Duelfer’s Bombshell

This article is from the archive of The New York Sun before the launch of its new website in 2022. The Sun has neither altered nor updated such articles but will seek to correct any errors, mis-categorizations or other problems introduced during transfer.

The New York Sun

In a little-noticed but highly significant interview aired Thursday evening by Fox News Channel, the chief American weapons inspector in Iraq, Charles Duelfer, said, “We found, you know, 10 or 12 sarin and mustard rounds.”

Mr. Duelfer is the successor to David Kay as the top American in Iraq searching for Saddam Hussein’s weapons of mass destruction. Mr.

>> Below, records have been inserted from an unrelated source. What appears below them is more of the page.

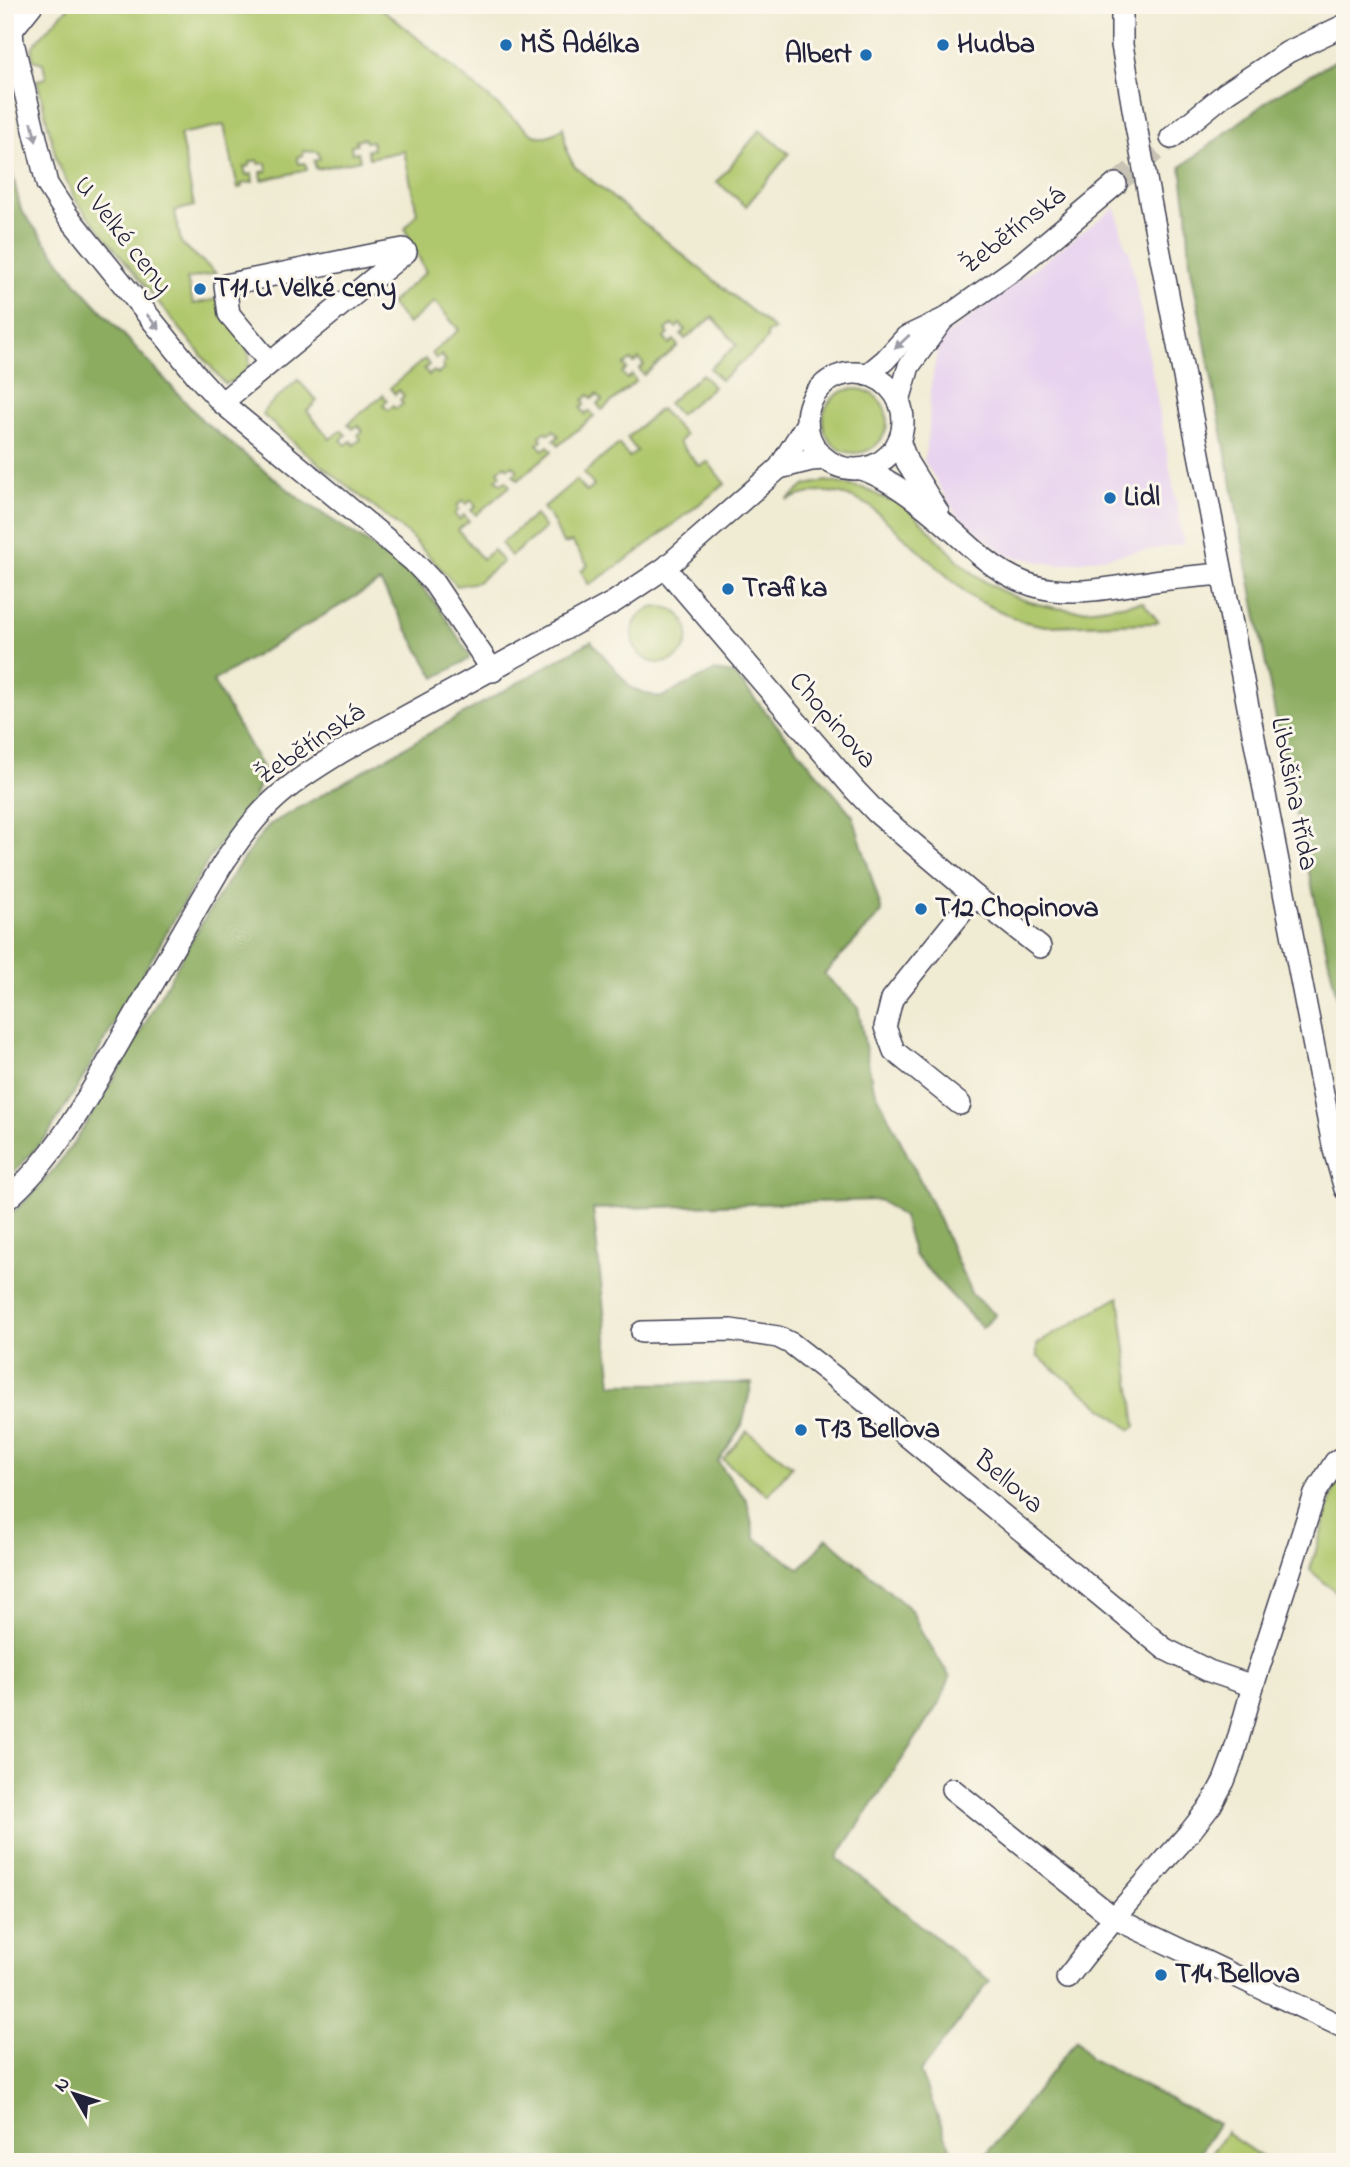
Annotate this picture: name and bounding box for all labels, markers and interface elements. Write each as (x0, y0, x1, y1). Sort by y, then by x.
place label: MŠ Adélka (520, 25, 640, 66)
place label: Hudba (957, 25, 1035, 66)
place label: Albert (785, 35, 853, 76)
marker: MŠ Adélka (498, 37, 514, 53)
marker: Hudba (935, 37, 951, 53)
marker: Albert (858, 47, 874, 63)
one-way arrow (29, 121, 40, 143)
street label: U Velké ceny (62, 168, 182, 304)
street label: Žebětínská (952, 176, 1076, 286)
place label: T11 U Velké ceny (214, 269, 396, 310)
marker: T11 U Velké ceny (192, 281, 208, 297)
one-way arrow (145, 312, 160, 330)
one-way arrow (893, 334, 911, 350)
place label: Lidl (1124, 478, 1160, 519)
marker: Lidl (1102, 490, 1118, 506)
place label: Trafika (742, 569, 827, 610)
marker: Trafika (720, 581, 736, 597)
street label: Chopinova (778, 663, 886, 779)
street label: Žebětínská (248, 693, 374, 797)
street label: Libušina třída (1258, 714, 1328, 874)
place label: T12 Chopinova (935, 889, 1099, 930)
marker: T12 Chopinova (913, 901, 929, 917)
place label: T13 Bellova (815, 1410, 940, 1451)
marker: T13 Bellova (793, 1422, 809, 1438)
street label: Bellova (963, 1441, 1052, 1525)
place label: T14 Bellova (1175, 1955, 1300, 1996)
marker: T14 Bellova (1153, 1967, 1169, 1983)
north arrow (38, 2058, 108, 2128)
text: N (48, 2071, 77, 2098)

Kay, you may recall, is the man who became famous when, after months of searching, he returned to Washington and pronounced to the Senate Armed Services Committee in January, 2004, “We were all wrong” about the presence of weapons of mass destruction in Iraq.

That claim was bannered on headlines of newspapers around the world and has become ingrained in American political discourse. “There were no weapons of mass destruction in Iraq,”Al Gore said on June 24, 2004. New York Times columnist Paul Krugman wrote it May 11: “We found no weapons of mass destruction.” New York Times columnist Thomas Friedman wrote it April 8, 2004: “There are no weapons of mass destruction in Iraq.” New York Times columnist Bob Herbert wrote it February 6, 2004: “There were no weapons of mass destruction.” Howard Dean said on CNN April 4, 2004, “There were no weapons of mass destruction.

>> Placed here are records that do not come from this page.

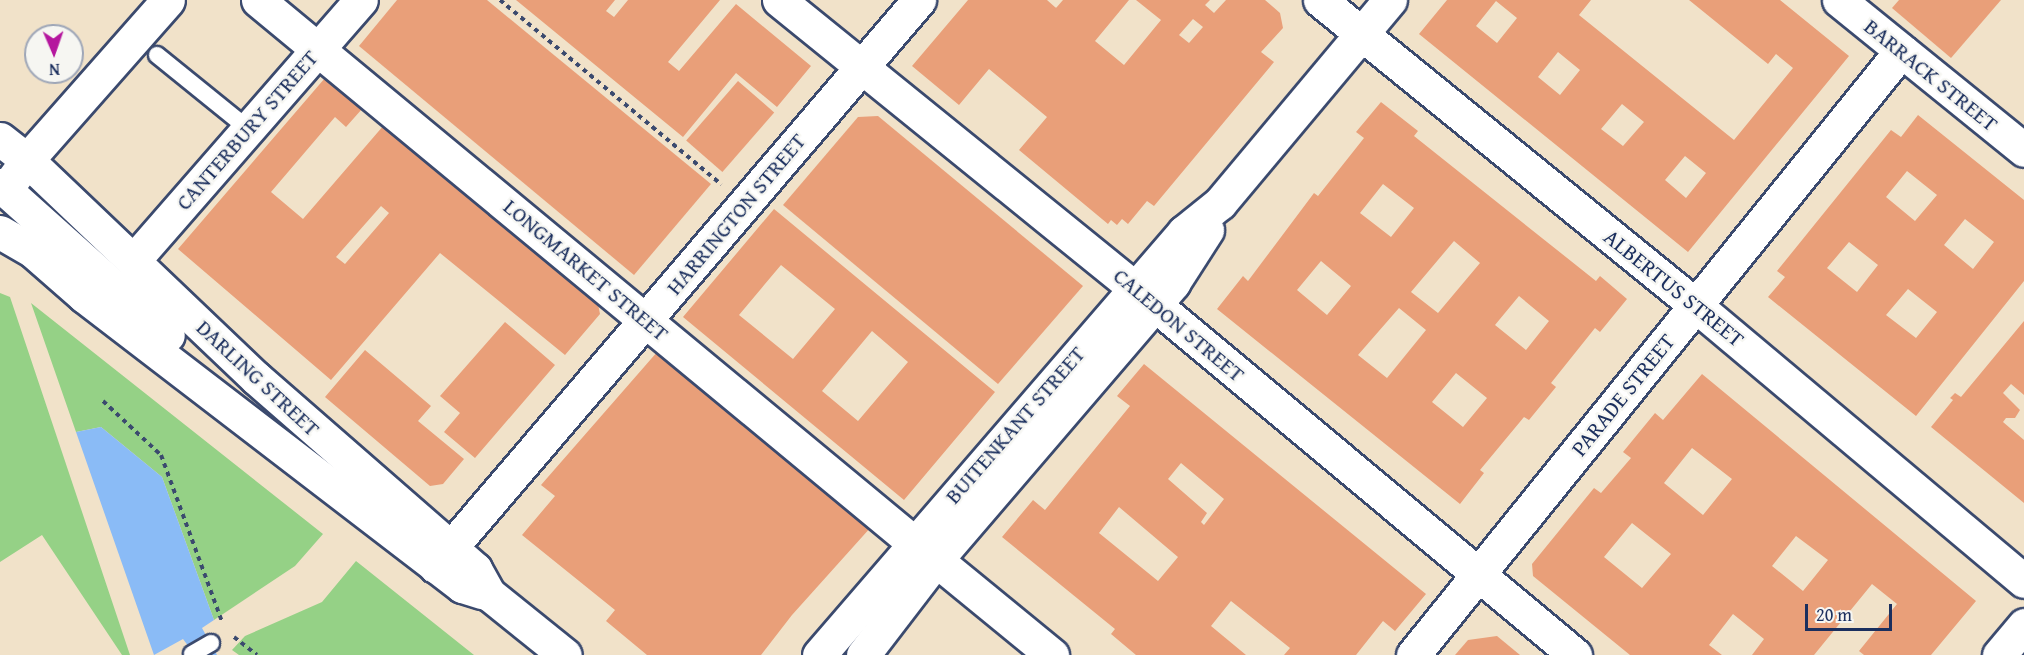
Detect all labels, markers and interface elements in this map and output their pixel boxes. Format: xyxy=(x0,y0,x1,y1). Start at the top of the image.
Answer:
street label: BARRACK STREET xyxy=(1859,13,2003,137)
north arrow xyxy=(24,24,84,84)
street label: CANTERBURY STREET xyxy=(170,45,324,215)
text: N xyxy=(49,58,60,82)
street label: HARRINGTON STREET xyxy=(661,128,811,300)
street label: LONGMARKET STREET xyxy=(498,193,674,347)
street label: ALBERTUS STREET xyxy=(1599,223,1749,353)
street label: CALEDON STREET xyxy=(1108,263,1250,387)
street label: DARLING STREET xyxy=(191,314,325,442)
street label: PARADE STREET xyxy=(1566,329,1680,461)
street label: BUITENKANT STREET xyxy=(939,341,1091,509)
scale bar xyxy=(1808,592,1895,630)
text: 20 m xyxy=(1816,601,1852,628)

Now we learn from Mr. Duelfer that he has discovered not one, not two, but “10 or 12 sarin and mustard rounds.”

That may not sound like much. But it’s serious. The Web site of the Council on Foreign Relations, hardly a front for Iraq war hawks, says, “One hundred milligrams of sarin — about one drop — can kill the average person in a few minutes if he or she’s not given an antidote. Experts say sarin is more than 500 times as toxic as cyanide.” If Mr. Duelfer was able to find these shells in a vast country amid a population still intimidated by anti-American violence, there are more to be found. Even Mr. Kay, testifying to Congress on October 2, 2003, reported that Americans had found “a vial of live C. botulinum Okra B. from which a biological agent can be produced.…hidden in the home” of an Iraqi biological weapons scientist. The New York Sun has reported on the 7-pound block of cyanide salt found in the Baghdad safehouse of Abu Musab al-Zarqawi in January 2004.

Sarin. Mustard gas. Botulinum. Cyanide salt. It’s getting harder to claim that there were no weapons of mass destruction in Iraq. These columns argued against making disarmament the main reason for war, preferring an emphasis on freedom and democratization as outlined in the Iraq Liberation Act. Still, the disclosures remind us that we’d much rather have American soldiers and intelligence officers hunting for these weapons on foreign soil. The alternative would be to have American police and firemen and FBI agents swarming over the scene of a terrorist attack here in New York, trying to figure out after the fact what deadly substance had been used against us and where it came from.